What are your current motivators and inspiration?
Inspiration is my favorite mood enhancer. Right now I am visiting and revisiting the Ruth Asawa drawings exhibit “Through Line” at the Whitney, as well as Judy Chicago’s “Herstory” at the New Museum. Both of these women worked their tails off throughout their entire lives and created an astonishing amount over many decades. Ruth Asawa is the queen of making the most out of the materials around her. If someone gave her a bouquet of flowers, she meticulously drew them into an exquisite work of art. Through her lines, you can tell the exact weight of a flower head hanging off a spindly stem over the edge of a bouquet. Her drawings are full of all the patience in the universe. And I could watch Judy Chicago’s Atmospheres films for days. Between 1968-1974 she set up technicolored smoke shows in the desert with nude women painted monochrome head to toe. The simple premise of them walking forward or interacting with colored smoking flares in that hot place is so simple but so powerful. Every time I see one it’s like, “Damn, YEAH.”

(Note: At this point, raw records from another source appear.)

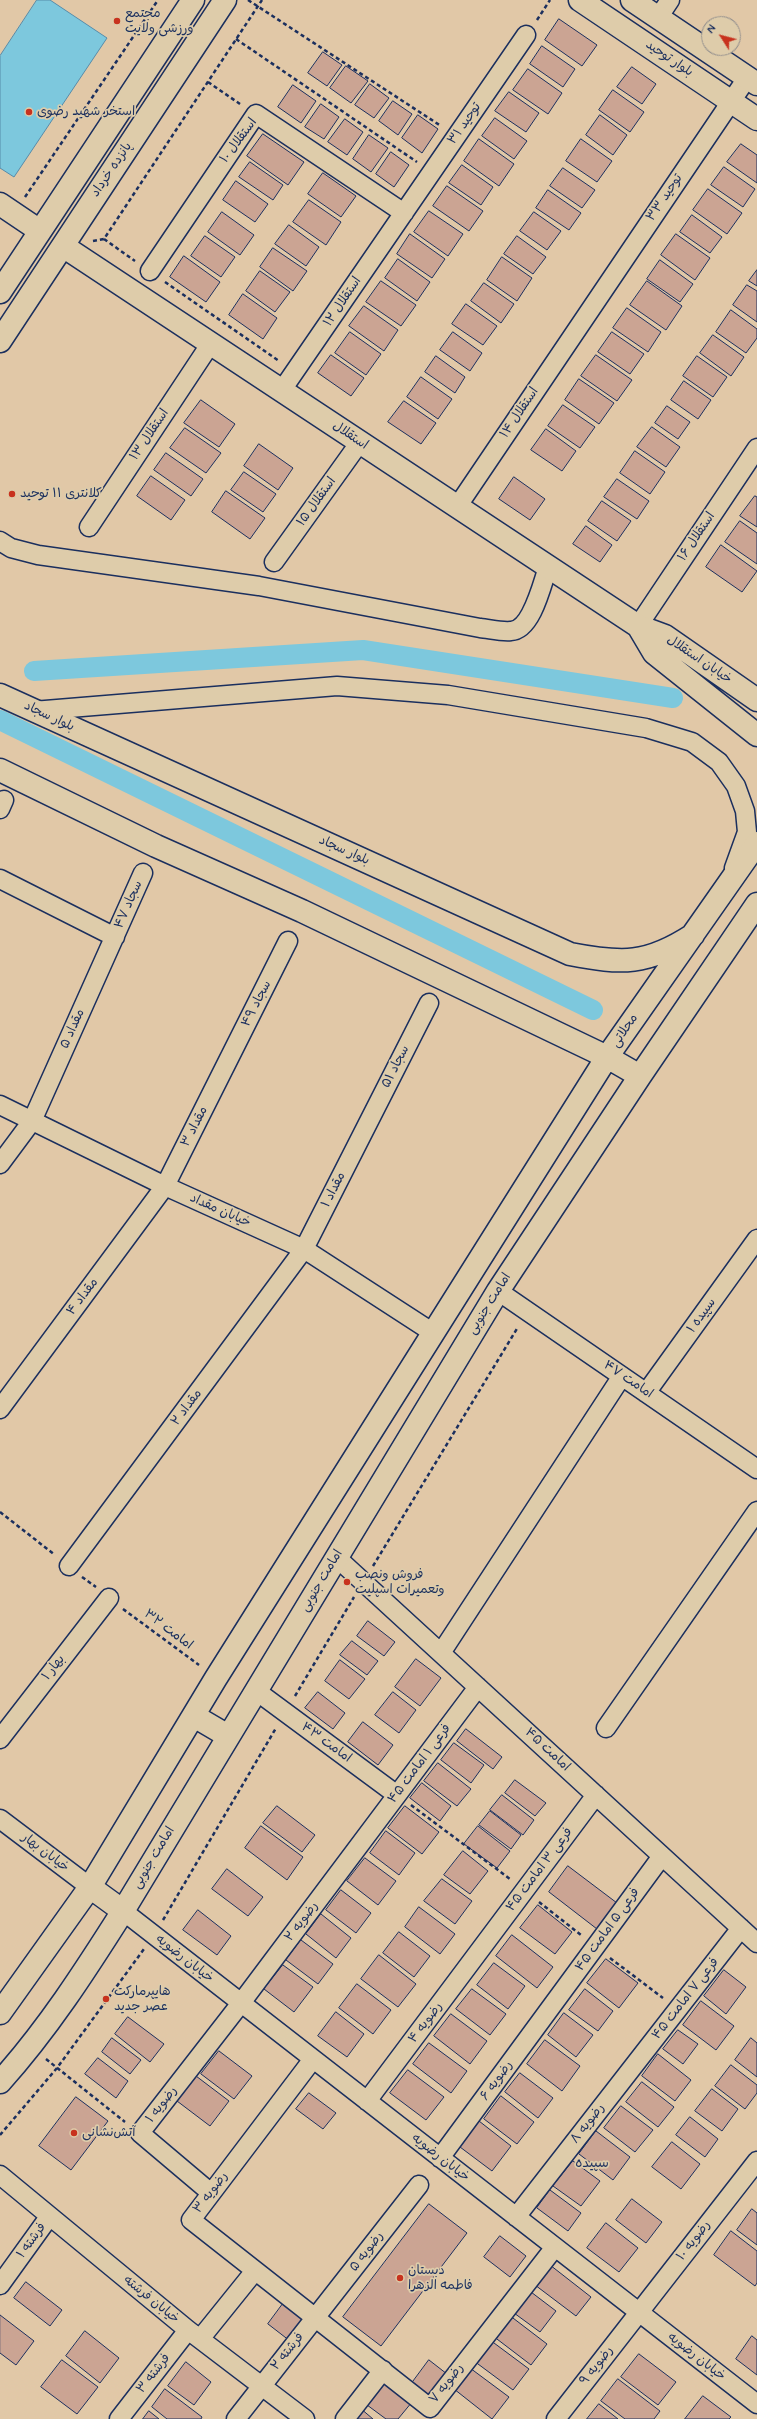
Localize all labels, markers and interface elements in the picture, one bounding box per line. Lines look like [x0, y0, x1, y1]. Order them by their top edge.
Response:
place label: مجتمع ورزشی ولایت [125, 6, 193, 37]
marker: مجتمع ورزشی ولایت [112, 16, 122, 26]
north arrow [701, 16, 741, 56]
text: N [704, 22, 720, 37]
street label: بلوار توحید [642, 37, 696, 81]
street label: توحید ۳۱ [445, 100, 485, 148]
place label: استخر شهید رضوی [37, 104, 135, 120]
marker: استخر شهید رضوی [24, 107, 34, 117]
street label: استقلال ۱۰ [217, 115, 261, 167]
street label: پانزده خرداد [88, 140, 136, 200]
street label: توحید ۳۳ [644, 171, 686, 225]
street label: استقلال ۱۲ [321, 274, 365, 330]
street label: استقلال ۱۴ [497, 385, 543, 441]
street label: استقلال ۱۳ [127, 406, 173, 464]
street label: استقلال [329, 418, 371, 454]
street label: استقلال ۱۵ [294, 474, 340, 530]
place label: کلانتری ۱۱ توحید [20, 486, 102, 502]
marker: کلانتری ۱۱ توحید [7, 489, 17, 499]
street label: استقلال ۱۶ [675, 509, 719, 565]
street label: خیابان استقلال [663, 632, 735, 688]
street label: بلوار سجاد [21, 699, 77, 735]
street label: بلوار سجاد [316, 833, 372, 869]
street label: سجاد ۴۷ [112, 879, 146, 931]
street label: سجاد ۴۹ [239, 978, 275, 1030]
street label: مقداد ۵ [57, 1007, 89, 1051]
street label: محلاتی [608, 1011, 642, 1051]
street label: سجاد ۵۱ [379, 1043, 413, 1091]
street label: مقداد ۳ [178, 1104, 212, 1150]
street label: مقداد ۱ [319, 1170, 349, 1210]
street label: خیابان مقداد [187, 1191, 253, 1231]
street label: امامت جنوبی [465, 1270, 515, 1338]
street label: مقداد ۴ [64, 1275, 102, 1319]
street label: سپیده ۱ [684, 1296, 720, 1336]
street label: امامت ۴۷ [600, 1358, 656, 1402]
street label: مقداد ۲ [168, 1387, 206, 1429]
street label: امامت جنوبی [297, 1547, 347, 1615]
place label: فروش ونصب وتعمیرات اسپلیت [355, 1567, 444, 1598]
marker: فروش ونصب وتعمیرات اسپلیت [342, 1577, 352, 1587]
street label: امامت ۳۲ [140, 1607, 196, 1653]
street label: بهار ۱ [39, 1652, 69, 1684]
street label: امامت ۴۳ [298, 1720, 354, 1766]
street label: فرعی ۱ امامت ۴۵ [385, 1721, 455, 1807]
street label: امامت ۴۵ [521, 1725, 573, 1775]
street label: امامت جنوبی [129, 1824, 179, 1892]
street label: فرعی ۳ امامت ۴۵ [503, 1825, 577, 1915]
street label: خیابان بهار [18, 1830, 72, 1876]
street label: فرعی ۵ امامت ۴۵ [572, 1885, 644, 1975]
street label: رضویه ۲ [282, 1899, 322, 1945]
street label: خیابان رضویه [152, 1931, 216, 1987]
street label: فرعی ۷ امامت ۴۵ [649, 1955, 723, 2043]
place label: هایپرمارکت عصر جدید [114, 1984, 171, 2015]
marker: هایپرمارکت عصر جدید [101, 1994, 111, 2004]
street label: رضویه ۴ [406, 2000, 446, 2046]
street label: رضویه ۶ [477, 2058, 517, 2104]
street label: رضویه ۱ [143, 2084, 181, 2126]
street label: رضویه ۸ [568, 2101, 608, 2147]
place label: آتش‌نشانی [82, 2125, 135, 2141]
marker: آتش‌نشانی [69, 2128, 79, 2138]
street label: خیابان رضویه [408, 2130, 472, 2186]
district label: سپیده [575, 2156, 609, 2172]
street label: رضویه ۳ [190, 2169, 232, 2217]
street label: رضویه ۱۰ [674, 2218, 714, 2264]
street label: فرشته ۱ [14, 2220, 50, 2262]
street label: رضویه ۵ [347, 2229, 387, 2275]
place label: دبستان فاطمه الزهرا [408, 2263, 473, 2294]
street label: خیابان فرشته [120, 2273, 182, 2327]
marker: دبستان فاطمه الزهرا [395, 2273, 405, 2283]
street label: خیابان رضویه [664, 2329, 728, 2385]
street label: فرشته ۲ [268, 2330, 308, 2374]
street label: رضویه ۹ [577, 2343, 617, 2389]
street label: فرشته ۳ [134, 2351, 174, 2397]
street label: رضویه ۷ [427, 2361, 467, 2407]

I am also constantly reading (mostly non-fiction, lots of biographies, sometimes exhibition catalogs) and bringing themes from that learning into my work. I currently have from the library the catalog from Hilma af Klint’s show at the Guggenheim “Paintings for the Future.” Judy Chicago’s autobiography is on deck, and Wassily Kandinsky’s Concerning the Spiritual in Art is also in the queue. I also love anything by N.K. Jemisin.
How did your interest in natural dye come about and how have you incorporated it into your work?
I started paying attention to several artists who work with natural pigments around 2020 including Cara Marie Piazza, Amanda Morales, Wild Pigment Project, and the wealth of info distributed by Seattle-based dye company Botanical Colors. In one of her recent newsletters, natural pigment artist and activist Tilke Elkins asked what might change if more artists worked with natural pigments, how the messages they were inspired to send with their work might change and how the art world as a whole might change. She writes, “As a paint maker, I think a lot about the ways in which people currently use (synthetic) paints, and how their practices would change if they moved to waste-stream-sourced paints instead. How much of what they do now would they be able to do using remediated paint materials? How much would they not be able to do, and how would that change the messages they communicate?” In this phase, I find myself drawn to organic shapes in general and have been particularly drawn to the curves and fold of leaves, pine cones and the human body.
Since June I have been working mostly with reclaimed/foraged dye materials: avocado, black bean and acorn. I use them to dye canvas which has been cut into premeditated shapes. I assemble these into a desired image by hand stitching them back together. Finally, I stretch it as I would a regular canvas. The result is a pseudo-quilted/appliqued canvas in varying dye shades with its seams and handmade-ness exposed. The depth and variation created by the dye are beautiful beyond what I could create by my hand alone.
What are some projects or upcoming bodies of work you are excited about? In addition to my own art practice, I am excited about writing and talking about the work of others. I had an inspiring conversation recently with artist Colleen Herman and Olympia gallery owner Ali Rossi while sitting on the gallery floor talking through Colleen’s current show. We discussed the concept for the show’s site-specific presentation, which works came slowly or quickly, the dialogue between different pieces, and stretching artistic boundaries. It inspired me to write an essay about it the next day which you can read on my website. Since then I have been planning to turn this into either a written or audio series where artists talk through their current show. It is a strange, significant moment when your most recent body of work is out of your studio and presented to the public, but you aren’t in the room with it every day. This poignant point of release and all the backstory that lead to it are what I want to be in dialogue about.